→ **Records shown**

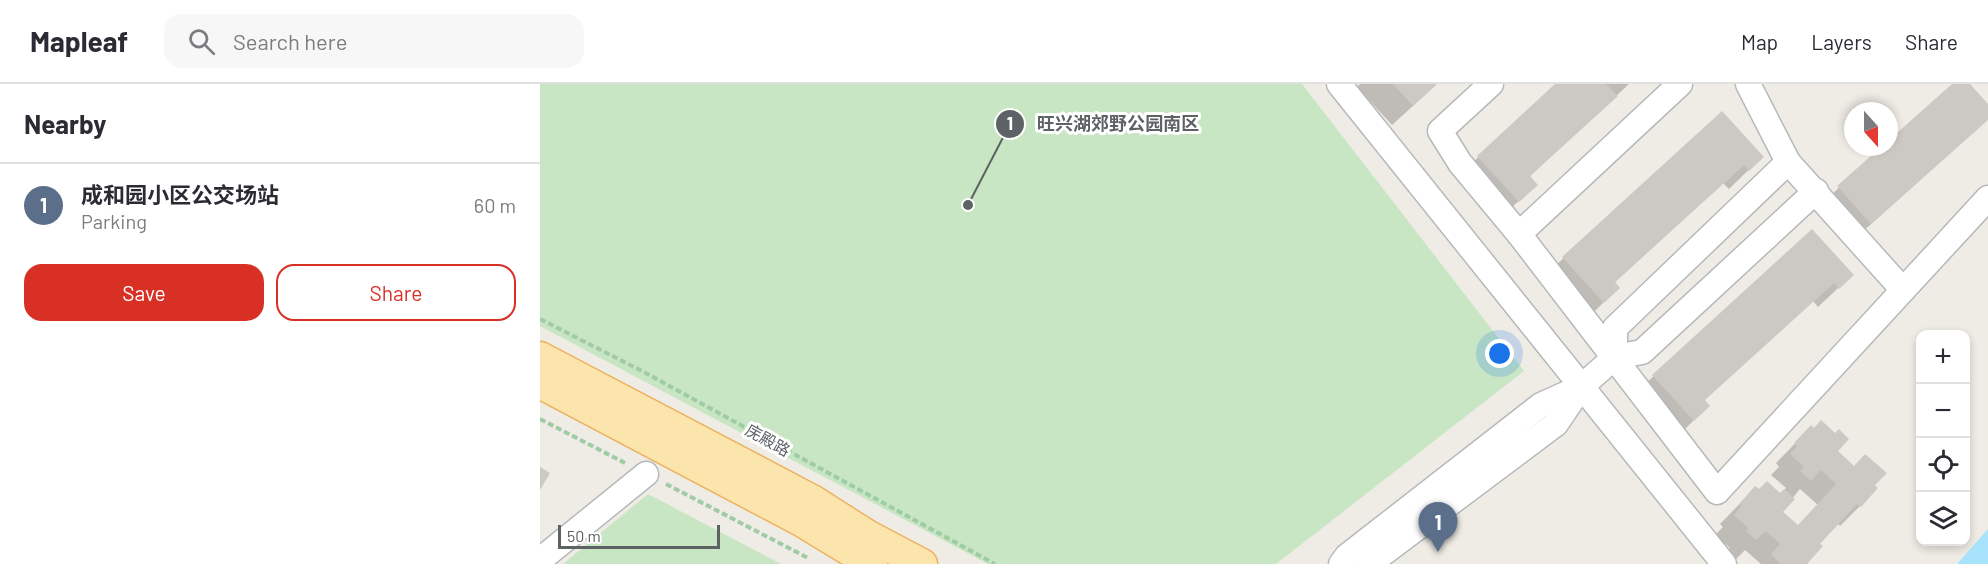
<!DOCTYPE html>
<meta charset="utf-8">
<style>
body{margin:0;font-family:Barlow,"Noto Sans SC",sans-serif;background:#f7f7f7;color:#2b2b33}
.controls{position:absolute;right:18px;bottom:18px;display:grid;overflow:hidden;border-radius:12px;box-shadow:0 3px 9px #0003}
.controls button{width:54px;height:54px;display:grid;place-items:center;padding:0;border:0;border-bottom:2px solid #e1e1e2;background:#fff;color:#2b2b33;font:30px sans-serif}
.compass{position:absolute;left:1304px;top:18px;width:54px;height:54px;border-radius:50%;background:#fff;box-shadow:0 3px 9px #0003;rotate:159deg}
.scale{position:absolute;left:18px;bottom:15px;width:162px;box-sizing:border-box;padding-left:6px;border:3px solid #5d6265;border-top:0;font-size:16px;line-height:21px;white-space:nowrap;color:#5d6265;-webkit-text-stroke:4px #fff;paint-order:stroke}
.you{position:absolute;left:960px;top:270px;width:21px;height:21px;margin:-15px;border:4px solid #fff;border-radius:50%;background:#1a73e8;box-shadow:0 0 0 9px #1a73e833}
.badge{display:grid;place-items:center;width:39px;height:39px;border-radius:50%;background:#d93025;color:#fff;font-size:20px;font-weight:700}
.pin{position:absolute;translate:-50% -50px;filter:drop-shadow(0 2px 3px #0008)}
.pin::after{content:'';position:absolute;top:32px;width:21px;height:18px;background:inherit;clip-path:polygon(0 0,100% 0,50% 100%)}
.list{margin:0;padding:0;list-style:none}
h2{display:flex;justify-content:space-between;align-items:center;height:78px;margin:0;padding:0 24px;font-size:26px}
h2 small{font-size:20px;font-weight:400;color:#7c7c81}
.list li{display:grid;grid-template-columns:39px 1fr auto;gap:18px;align-items:center;box-sizing:border-box;height:84px;padding:0 24px;border-top:2px solid #e1e1e2}
.list b{display:block;font-size:22px;white-space:nowrap}
.list p{margin:0;font-size:20px;white-space:nowrap;color:#7c7c81}
.list em{font-size:20px;font-style:normal;color:#7c7c81}
.actions{display:flex;gap:12px;padding:18px 24px}
.actions a{flex:1;padding:14px 0;border:2px solid #d93025;border-radius:18px;text-align:center;font-size:21px;color:#d93025}
.actions .main{background:#d93025;color:#fff}
.icon{flex:none;width:33px;height:33px;fill:none;stroke:currentColor;stroke-width:2;stroke-linecap:round;stroke-linejoin:round}
.map{position:relative;flex:none;width:1448px;height:480px;overflow:hidden}
header{display:flex;align-items:center;gap:36px;box-sizing:border-box;height:84px;padding:0 30px;background:#fff;border-bottom:2px solid #e1e1e2}
header strong{font-size:28px}
nav{display:flex;gap:33px;margin-inline-start:auto;font-size:21px}
.search{width:420px;height:54px;background:#f7f7f7;display:flex;align-items:center;gap:15px;box-sizing:border-box;padding:0 21px;border-radius:18px;color:#7c7c81;font-size:22px}
main{display:flex}
aside{flex:1;background:#fff}
.map>svg:first-child{display:block}
.green{fill:#c8e6c3}
.water{fill:#a8e3fc}
.shadow{fill:#0003;fill-rule:evenodd}
.building{fill:#ccc9c4}
.lines{fill:none;stroke-linecap:round;stroke-linejoin:round}
.minor-casing{stroke:#b6b9bc;stroke-width:27}
.major-casing{stroke:#edb260;stroke-width:33}
.path{stroke:#9fcba5;stroke-width:4;stroke-dasharray:6 3;stroke-linecap:butt}
.minor{stroke:#fff;stroke-width:24}
.major{stroke:#fce5ad;stroke-width:30}
.labels{text-anchor:middle;stroke-width:6;stroke-linejoin:round;paint-order:stroke}
.street-label{font-size:16px;fill:#5d6265;stroke:#fff}
.leader{fill:none;stroke:#5d6265;stroke-width:2}
.callout-dot{fill:#5d6265;stroke:#fff;stroke-width:2}
.mark-label{font-size:18px;text-anchor:middle;font-weight:bold;fill:#fff}
.callout-label{font-size:18px;text-anchor:middle;font-weight:bold;fill:#5d6265;stroke:#fff;stroke-width:6;stroke-linejoin:round;paint-order:stroke}
</style>
<header>
<strong>Mapleaf</strong>
<div class="search"><svg class="icon" aria-label="search" viewBox="0 0 24 24"><circle cx="10" cy="10" r="6"/><path d="M15 15l6 6"/></svg>Search here</div>
<nav><a>Map</a><a>Layers</a><a>Share</a></nav>
</header>
<main>
<aside>
<h2>Nearby<small></small></h2>
<ul class="list">
<li><span class="badge" style="background:#5c6f8a">1</span><div><b>成和园小区公交场站</b><p>Parking</p></div><em>60 m</em></li>
</ul>
<div class="actions"><a class="main">Save</a><a>Share</a></div>
</aside>
<div class="map">
<svg width="1448" height="480" viewBox="0 0 1448 480">
<rect width="100%" height="100%" fill="#efece5"/>
<g class="green">
<path d="M0,0H762L984,287L736,480H448L0,242Z"/>
<path d="M108,410L241,480H23Z"/>
</g>
<path class="water" d="M1448,445V480H1417Z"/>
<g class="shadow">
<path d="M820,0H897L852,41L817,3Z"/>
<path d="M1017,0H1089L989,93L996,101L958,136L918,92Z"/>
<path d="M1415,0H1428L1448,35L1310,159L1278,123L1343,63H1349V58Z"/>
<path d="M1182,29L1222,73L1189,105L1183,99L1074,199L1078,204L1044,238L1003,193Z"/>
<path d="M1272,147L1312,191L1278,223L1273,217L1163,317L1168,322L1134,356L1093,311Z"/>
<path d="M1271,343L1333,401L1320,422L1300,442L1297,439L1278,460L1265,480H1221L1205,466L1196,475L1187,467L1190,464L1175,451L1183,443L1180,440L1215,404L1219,407L1240,411L1246,404L1231,391L1239,383L1236,379ZM1260,405L1278,421L1257,443L1241,428Z"/>
</g>
<g class="building">
<path d="M853,0H897L873,22Z"/>
<path d="M1015,0H1066L1078,12L990,92L998,101L979,118L937,72Z"/>
<path d="M1412,0H1430L1448,20V36L1331,140L1297,102L1341,63H1349V56Z"/>
<path d="M1182,27L1224,73L1209,87L1204,81L1075,198L1080,204L1064,219L1022,173Z"/>
<path d="M1272,145L1314,191L1299,205L1294,199L1165,316L1170,322L1154,337L1112,291Z"/>
<path d="M1281,336L1295,349L1299,345L1309,355L1298,367L1314,382L1325,370L1347,389L1335,401L1338,404L1321,423L1317,420L1280,460L1283,462L1267,480H1241L1231,470L1240,460L1226,447L1216,456L1206,447L1208,444L1194,431L1201,422L1199,420L1215,402L1219,405L1227,397L1240,409L1244,405L1255,415L1243,428L1258,441L1296,400L1281,386L1271,397L1260,387L1264,383L1250,370L1257,362L1254,359L1271,341L1274,344Z"/>
<path d="M0,383L10,389L0,406Z"/>
</g>
<g class="lines">
<g class="minor-casing">
<g id="minor">
<path d="M799,0L1184,480"/>
<path d="M951,0L900,47L920,79L979,150L1177,408L1448,114"/>
<path d="M1208,0L1248,78L1363,206"/>
<path d="M1248,78L1075,244V273L1102,268L1276,107"/>
<path d="M979,150L1140,0"/>
<path d="M0,476L106,390"/>
<path d="M801,480L807,472L1001,321L1041,303"/>
<path d="M829,480L1016,340L1041,303L1075,273"/>
</g>
</g>
<g class="major-casing">
<g id="major">
<path d="M0,273L272,416L327,451L382,480"/>
<path d="M0,299L261,437L332,480"/>
</g>
</g>
<g class="path">
<path d="M0,235L102,287L455,480"/>
<path d="M0,335L85,379"/>
<path d="M126,400L268,474"/>
</g>
<use href="#minor" class="minor"/>
<use href="#major" class="major"/>
</g>
<g class="labels">
<g class="street-label">
<text transform="translate(228 356) rotate(29)" y="6">庑殿路</text>
</g>
</g>
<path class="leader" d="M428 121L470 40"/>
<g class="callout-dot">
<circle cx="428" cy="121" r="6"/>
<circle cx="470" cy="40" r="15"/>
</g>
<g class="mark-label">
<text x="470" y="46">1</text>
</g>
<g class="callout-label">
<text x="578" y="46">旺兴湖郊野公园南区</text>
</g>
</svg>
<div class="controls">
<button>+</button>
<button>−</button>
<button><svg class="icon" aria-label="locate" viewBox="0 0 24 24"><circle cx="12" cy="12" r="6"/><path d="M12 2v4M12 18v4M2 12h4M18 12h4"/></svg></button>
<button><svg class="icon" aria-label="layers" viewBox="0 0 24 24"><path d="M12 4l9 5-9 5-9-5zM3 14l9 5 9-5"/></svg></button>
</div>
<svg class="compass" viewBox="-18 -18 36 36"><path d="M0-13l5 13h-10z" fill="#e53935"/><path d="M0 13l5-13h-10z" fill="#7c7c81"/></svg>
<div class="scale">50 m</div>
<div class="you"></div>
<div class="pin badge" style="left:898px;top:468px;background:#5c6f8a">1</div>
</div>
</main>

→ **Aim of the task**
All lines of the entries containing the string "header" must be shown in full.

→ **Task response**
header{display:flex;align-items:center;gap:36px;box-sizing:border-box;height:84px;padding:0 30px;background:#fff;border-bottom:2px solid #e1e1e2}
header strong{font-size:28px}
<header>
</header>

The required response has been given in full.